Short story

*花になるまで待っていて

「また応接室?」

「え!?ま、まぁね!?」

「【罰】長くない?」


 びくりと肩が震えたのは気のせいなんかじゃないし、冷静を装うために搾り出した声は見事に裏返った。でもそれが恐怖心からくるものなのだと勘違いしてもらったおかげで、優しい友人達には心配をかけただけで終わった。

 ごめん。心の中で謝って応接室への道をひとりで歩く。
この道のりが憂鬱だと思っていた頃の私は一体どこに行ってしまったんだろう。


「やぁ、来たね」

「……はい」

「そんな顔したって君はここにくるよ」


 雲雀先輩の言葉はまるで魔法みたいに私のことを縛り付ける。脅されているわけでも強制されてるわけでもないのに、私はこうして応接室を訪れてしまうんだ。

 それはたぶんこの人に会いたいから。

 優しいわけでもない、むしろ好き放題に私をからかって面白がるイジワルな先輩。だけど最後に「またね。」とひとこと魔法の言葉を漏らすから、私はまんまとここへやってきてしまうのだ。

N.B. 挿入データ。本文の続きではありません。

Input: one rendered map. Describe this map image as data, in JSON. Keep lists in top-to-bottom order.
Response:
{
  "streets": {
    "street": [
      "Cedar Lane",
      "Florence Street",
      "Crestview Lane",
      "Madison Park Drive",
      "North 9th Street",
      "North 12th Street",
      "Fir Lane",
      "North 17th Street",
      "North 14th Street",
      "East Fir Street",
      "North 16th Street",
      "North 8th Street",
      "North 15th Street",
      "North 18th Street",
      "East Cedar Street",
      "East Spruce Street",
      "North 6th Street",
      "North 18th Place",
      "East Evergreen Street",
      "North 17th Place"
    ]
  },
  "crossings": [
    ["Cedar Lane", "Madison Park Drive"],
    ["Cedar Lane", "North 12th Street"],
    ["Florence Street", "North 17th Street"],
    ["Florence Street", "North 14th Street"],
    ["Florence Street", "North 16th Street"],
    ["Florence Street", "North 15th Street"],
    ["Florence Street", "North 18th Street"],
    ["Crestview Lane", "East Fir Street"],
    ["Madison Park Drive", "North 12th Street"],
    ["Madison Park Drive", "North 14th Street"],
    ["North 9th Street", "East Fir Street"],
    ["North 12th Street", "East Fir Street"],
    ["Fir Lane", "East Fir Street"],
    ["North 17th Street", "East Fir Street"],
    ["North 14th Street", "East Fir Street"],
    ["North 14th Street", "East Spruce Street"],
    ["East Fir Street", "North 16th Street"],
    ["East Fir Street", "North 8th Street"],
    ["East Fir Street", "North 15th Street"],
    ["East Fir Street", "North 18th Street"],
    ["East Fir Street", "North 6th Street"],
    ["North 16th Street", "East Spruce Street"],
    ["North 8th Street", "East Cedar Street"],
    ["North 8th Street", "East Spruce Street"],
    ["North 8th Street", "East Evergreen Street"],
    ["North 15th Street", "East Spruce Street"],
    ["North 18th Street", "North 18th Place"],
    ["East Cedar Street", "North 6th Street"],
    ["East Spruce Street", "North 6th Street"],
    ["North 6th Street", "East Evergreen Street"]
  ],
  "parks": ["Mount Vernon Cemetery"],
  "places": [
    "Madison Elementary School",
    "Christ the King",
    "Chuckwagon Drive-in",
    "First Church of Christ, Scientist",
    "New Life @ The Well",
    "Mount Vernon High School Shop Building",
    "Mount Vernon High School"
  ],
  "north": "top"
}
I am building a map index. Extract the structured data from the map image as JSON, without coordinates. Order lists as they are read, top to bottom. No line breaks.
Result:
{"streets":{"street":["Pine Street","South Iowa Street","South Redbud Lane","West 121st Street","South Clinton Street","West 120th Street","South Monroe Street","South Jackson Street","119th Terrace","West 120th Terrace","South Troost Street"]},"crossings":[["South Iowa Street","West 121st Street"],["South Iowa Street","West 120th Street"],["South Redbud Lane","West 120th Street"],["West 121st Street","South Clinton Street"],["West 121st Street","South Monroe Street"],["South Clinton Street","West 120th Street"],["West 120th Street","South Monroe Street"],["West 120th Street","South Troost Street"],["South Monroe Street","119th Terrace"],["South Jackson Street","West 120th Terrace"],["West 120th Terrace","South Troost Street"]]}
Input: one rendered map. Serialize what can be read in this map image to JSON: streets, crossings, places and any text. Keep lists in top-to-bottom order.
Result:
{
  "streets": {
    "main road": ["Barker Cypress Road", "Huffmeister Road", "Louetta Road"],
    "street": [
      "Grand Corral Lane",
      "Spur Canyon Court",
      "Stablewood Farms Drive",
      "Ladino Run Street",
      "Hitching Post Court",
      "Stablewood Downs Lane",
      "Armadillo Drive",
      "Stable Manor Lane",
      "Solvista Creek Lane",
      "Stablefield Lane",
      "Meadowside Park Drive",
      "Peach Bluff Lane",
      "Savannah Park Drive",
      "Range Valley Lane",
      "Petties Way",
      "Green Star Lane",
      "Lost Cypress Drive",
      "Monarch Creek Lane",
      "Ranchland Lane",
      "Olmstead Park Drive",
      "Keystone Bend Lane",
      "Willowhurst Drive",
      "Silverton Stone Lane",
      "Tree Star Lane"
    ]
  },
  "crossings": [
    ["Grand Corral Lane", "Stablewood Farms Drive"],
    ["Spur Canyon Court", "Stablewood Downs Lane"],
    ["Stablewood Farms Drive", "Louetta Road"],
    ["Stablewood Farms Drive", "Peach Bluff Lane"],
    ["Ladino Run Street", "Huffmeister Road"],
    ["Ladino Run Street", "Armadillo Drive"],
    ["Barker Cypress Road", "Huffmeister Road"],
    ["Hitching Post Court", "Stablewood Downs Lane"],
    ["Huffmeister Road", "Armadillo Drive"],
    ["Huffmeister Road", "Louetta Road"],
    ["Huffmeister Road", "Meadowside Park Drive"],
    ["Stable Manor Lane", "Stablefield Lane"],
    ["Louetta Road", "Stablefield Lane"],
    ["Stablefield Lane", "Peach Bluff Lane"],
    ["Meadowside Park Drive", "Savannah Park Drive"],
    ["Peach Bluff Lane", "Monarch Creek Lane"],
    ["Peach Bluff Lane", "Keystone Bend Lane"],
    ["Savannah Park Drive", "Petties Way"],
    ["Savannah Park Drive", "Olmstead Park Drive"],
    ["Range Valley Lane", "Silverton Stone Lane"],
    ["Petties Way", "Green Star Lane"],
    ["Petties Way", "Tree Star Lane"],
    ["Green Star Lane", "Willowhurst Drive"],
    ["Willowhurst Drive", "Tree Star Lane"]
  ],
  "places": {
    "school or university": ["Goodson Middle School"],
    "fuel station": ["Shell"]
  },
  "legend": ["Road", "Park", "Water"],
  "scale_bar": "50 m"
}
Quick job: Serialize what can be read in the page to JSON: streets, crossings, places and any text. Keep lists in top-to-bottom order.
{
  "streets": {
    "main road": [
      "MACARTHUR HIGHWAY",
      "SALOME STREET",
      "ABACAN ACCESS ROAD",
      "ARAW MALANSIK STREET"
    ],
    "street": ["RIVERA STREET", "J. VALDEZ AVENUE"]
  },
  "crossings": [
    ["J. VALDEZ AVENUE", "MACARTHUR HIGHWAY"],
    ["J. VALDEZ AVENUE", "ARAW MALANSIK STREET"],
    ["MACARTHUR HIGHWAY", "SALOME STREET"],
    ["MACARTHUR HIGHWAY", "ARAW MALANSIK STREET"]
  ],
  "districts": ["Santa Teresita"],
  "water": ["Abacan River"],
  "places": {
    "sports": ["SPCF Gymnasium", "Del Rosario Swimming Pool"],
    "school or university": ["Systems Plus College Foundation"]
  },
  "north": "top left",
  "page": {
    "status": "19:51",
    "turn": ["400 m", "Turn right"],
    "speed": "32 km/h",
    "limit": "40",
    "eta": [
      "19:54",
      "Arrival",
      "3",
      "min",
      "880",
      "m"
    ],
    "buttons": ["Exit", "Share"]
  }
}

 約束にしては曖昧で、命令にしては優し過ぎる。それはまるで雲雀先輩本人のようだった。
何を考えているのかよく分からないのに私のことはなんだかよく知っているような口ぶりをする。それが悔しくて雲雀先輩の思い通りにはなりたくなくてここに来ることをやめた時もあった。何事もなく過ぎていく平凡な学校生活は以前まで私が過ごしていた日常だしそれが私の当たり前だったはずなのに。ものたりない、そう思ってしまった私は欲張りなおんなのこだ。


「そんなところにいないでこっちにおいでよ。」

「いやです」

「ふーん」


 雲雀先輩が怒るととても怖い人だというのは兄から耳にタコができるくらい聞かされたし、実際身を以て凄まれたことがあるのでよくわかった。綺麗な人だと思わせといてあんなにギラギラとした目で見られたら足もすくむというものだ。だけどあの目を見てしまったからなのかな。こうやって無害そうな顔で私を呼んでいる雲雀先輩の方が今は怖い。


「君がこないなら僕が行こうか。」

「い、いいです!」

「どっちなの」


 語尾に疑問符がつかないこの話し方。尋ねているように聞こえて実は選択権なんて初めから与えられていないんだということに気付いただけでも褒めてもらいたい。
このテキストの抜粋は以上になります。